◆ To do
Using the data below, gather each line that includes the word "screenshot".
(Data extracts begins)
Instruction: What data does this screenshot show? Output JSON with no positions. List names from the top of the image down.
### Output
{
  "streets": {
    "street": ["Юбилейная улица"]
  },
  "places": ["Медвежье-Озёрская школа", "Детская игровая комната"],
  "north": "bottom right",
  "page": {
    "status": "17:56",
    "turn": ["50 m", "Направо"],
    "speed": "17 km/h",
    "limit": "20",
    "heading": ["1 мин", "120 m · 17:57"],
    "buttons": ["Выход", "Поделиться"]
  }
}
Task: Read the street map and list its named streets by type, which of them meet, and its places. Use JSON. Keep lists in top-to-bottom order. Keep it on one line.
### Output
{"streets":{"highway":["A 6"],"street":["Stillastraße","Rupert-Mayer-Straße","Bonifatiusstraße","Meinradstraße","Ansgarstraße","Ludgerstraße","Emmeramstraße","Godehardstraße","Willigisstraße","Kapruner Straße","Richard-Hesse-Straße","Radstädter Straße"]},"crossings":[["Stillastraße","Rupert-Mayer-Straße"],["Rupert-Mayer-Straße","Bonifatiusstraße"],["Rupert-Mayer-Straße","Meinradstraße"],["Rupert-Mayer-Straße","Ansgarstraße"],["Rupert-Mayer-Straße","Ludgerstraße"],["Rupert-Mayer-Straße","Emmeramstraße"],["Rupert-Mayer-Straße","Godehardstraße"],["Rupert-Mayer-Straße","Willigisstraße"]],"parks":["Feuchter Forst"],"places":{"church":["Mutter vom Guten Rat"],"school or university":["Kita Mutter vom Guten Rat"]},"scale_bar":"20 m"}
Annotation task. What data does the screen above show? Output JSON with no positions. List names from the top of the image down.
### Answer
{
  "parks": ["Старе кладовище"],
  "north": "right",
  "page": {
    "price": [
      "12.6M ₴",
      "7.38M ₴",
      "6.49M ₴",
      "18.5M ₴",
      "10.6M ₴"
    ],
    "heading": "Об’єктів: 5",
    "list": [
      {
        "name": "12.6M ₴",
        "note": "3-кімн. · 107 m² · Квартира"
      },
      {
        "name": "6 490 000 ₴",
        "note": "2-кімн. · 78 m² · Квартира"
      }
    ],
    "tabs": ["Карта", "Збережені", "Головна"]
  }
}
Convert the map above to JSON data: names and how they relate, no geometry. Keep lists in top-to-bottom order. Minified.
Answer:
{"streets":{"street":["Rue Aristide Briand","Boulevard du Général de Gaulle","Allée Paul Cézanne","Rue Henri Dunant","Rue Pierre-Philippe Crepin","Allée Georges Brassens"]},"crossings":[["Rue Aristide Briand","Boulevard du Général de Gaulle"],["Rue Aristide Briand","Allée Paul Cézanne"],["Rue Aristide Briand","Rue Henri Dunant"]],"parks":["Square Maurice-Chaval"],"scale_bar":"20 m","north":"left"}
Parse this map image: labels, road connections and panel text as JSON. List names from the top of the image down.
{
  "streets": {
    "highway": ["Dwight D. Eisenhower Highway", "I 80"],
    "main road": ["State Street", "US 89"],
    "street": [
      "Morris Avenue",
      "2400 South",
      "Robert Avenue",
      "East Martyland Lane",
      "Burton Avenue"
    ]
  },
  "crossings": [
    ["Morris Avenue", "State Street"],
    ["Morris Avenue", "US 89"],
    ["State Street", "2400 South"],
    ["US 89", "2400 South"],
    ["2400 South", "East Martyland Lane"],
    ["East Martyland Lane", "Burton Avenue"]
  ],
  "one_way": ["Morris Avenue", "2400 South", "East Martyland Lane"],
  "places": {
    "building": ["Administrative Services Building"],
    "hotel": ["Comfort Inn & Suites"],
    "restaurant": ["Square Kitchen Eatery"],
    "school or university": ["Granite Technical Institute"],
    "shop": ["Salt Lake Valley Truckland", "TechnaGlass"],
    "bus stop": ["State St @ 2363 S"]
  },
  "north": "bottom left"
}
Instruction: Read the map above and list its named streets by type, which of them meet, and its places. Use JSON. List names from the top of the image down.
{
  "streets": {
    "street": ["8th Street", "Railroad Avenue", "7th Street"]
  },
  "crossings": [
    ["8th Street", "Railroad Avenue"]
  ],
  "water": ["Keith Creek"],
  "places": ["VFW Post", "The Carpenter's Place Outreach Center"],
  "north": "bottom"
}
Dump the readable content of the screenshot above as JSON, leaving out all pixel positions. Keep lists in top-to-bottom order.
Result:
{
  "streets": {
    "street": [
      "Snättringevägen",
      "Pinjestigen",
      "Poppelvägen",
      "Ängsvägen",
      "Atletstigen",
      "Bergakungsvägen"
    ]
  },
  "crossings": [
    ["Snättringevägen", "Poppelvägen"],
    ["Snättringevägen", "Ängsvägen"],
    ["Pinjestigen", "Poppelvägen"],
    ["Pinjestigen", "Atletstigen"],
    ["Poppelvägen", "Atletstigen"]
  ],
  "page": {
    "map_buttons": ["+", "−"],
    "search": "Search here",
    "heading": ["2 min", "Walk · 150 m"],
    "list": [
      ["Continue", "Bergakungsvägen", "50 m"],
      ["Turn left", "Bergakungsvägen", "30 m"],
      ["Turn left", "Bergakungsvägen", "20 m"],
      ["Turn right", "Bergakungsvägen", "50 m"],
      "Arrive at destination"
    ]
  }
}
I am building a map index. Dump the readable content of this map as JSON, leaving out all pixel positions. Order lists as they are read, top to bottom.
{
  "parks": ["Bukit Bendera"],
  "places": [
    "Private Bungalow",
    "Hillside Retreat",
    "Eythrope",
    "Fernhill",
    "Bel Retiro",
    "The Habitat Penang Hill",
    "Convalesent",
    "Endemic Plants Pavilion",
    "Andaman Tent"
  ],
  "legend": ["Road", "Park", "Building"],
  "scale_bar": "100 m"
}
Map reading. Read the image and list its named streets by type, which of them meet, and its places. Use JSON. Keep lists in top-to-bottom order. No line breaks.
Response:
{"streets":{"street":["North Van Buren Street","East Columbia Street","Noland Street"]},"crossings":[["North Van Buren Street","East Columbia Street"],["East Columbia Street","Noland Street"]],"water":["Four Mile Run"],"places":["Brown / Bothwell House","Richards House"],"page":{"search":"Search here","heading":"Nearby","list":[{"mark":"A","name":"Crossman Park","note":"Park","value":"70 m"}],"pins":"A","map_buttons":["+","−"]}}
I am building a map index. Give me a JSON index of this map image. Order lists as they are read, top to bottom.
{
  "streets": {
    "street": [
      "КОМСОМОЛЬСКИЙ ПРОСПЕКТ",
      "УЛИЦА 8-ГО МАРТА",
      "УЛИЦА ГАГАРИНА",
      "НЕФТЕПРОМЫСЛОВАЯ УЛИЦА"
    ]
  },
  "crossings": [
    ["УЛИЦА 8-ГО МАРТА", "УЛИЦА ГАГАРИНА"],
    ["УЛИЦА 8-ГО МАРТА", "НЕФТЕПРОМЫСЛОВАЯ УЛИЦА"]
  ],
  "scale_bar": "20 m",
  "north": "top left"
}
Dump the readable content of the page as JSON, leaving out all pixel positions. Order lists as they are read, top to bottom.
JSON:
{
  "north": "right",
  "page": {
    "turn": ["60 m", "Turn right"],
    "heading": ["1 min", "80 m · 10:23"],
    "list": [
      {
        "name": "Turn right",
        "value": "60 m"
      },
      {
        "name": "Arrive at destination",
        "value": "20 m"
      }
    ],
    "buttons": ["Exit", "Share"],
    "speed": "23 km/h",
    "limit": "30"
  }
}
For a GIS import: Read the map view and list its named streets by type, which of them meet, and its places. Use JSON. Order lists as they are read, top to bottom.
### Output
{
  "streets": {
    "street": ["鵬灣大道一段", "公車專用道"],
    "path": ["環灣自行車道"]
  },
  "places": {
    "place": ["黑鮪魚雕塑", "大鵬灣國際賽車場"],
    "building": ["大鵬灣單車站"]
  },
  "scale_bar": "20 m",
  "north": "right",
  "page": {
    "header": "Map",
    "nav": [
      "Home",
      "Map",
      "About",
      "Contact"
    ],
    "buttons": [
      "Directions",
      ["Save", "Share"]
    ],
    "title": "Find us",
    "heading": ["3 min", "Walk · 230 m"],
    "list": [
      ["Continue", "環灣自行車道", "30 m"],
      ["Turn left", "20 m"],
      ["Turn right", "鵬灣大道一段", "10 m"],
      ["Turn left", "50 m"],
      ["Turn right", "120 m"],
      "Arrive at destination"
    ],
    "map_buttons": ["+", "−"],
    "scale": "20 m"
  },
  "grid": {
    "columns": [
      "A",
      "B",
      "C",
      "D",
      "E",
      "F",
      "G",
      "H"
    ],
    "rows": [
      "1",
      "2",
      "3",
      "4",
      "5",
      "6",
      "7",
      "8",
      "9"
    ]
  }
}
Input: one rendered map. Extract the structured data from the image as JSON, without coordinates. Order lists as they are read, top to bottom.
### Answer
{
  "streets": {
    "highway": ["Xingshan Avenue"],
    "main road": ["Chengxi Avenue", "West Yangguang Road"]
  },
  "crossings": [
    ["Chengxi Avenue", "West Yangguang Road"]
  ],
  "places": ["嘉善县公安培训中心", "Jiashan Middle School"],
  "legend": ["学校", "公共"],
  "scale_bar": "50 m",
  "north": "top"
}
(Data extracts ends)
◆ Reply to the task
Instruction: What data does this screenshot show? Output JSON with no positions. List names from the top of the image down.
Dump the readable content of the screenshot above as JSON, leaving out all pixel positions. Keep lists in top-to-bottom order.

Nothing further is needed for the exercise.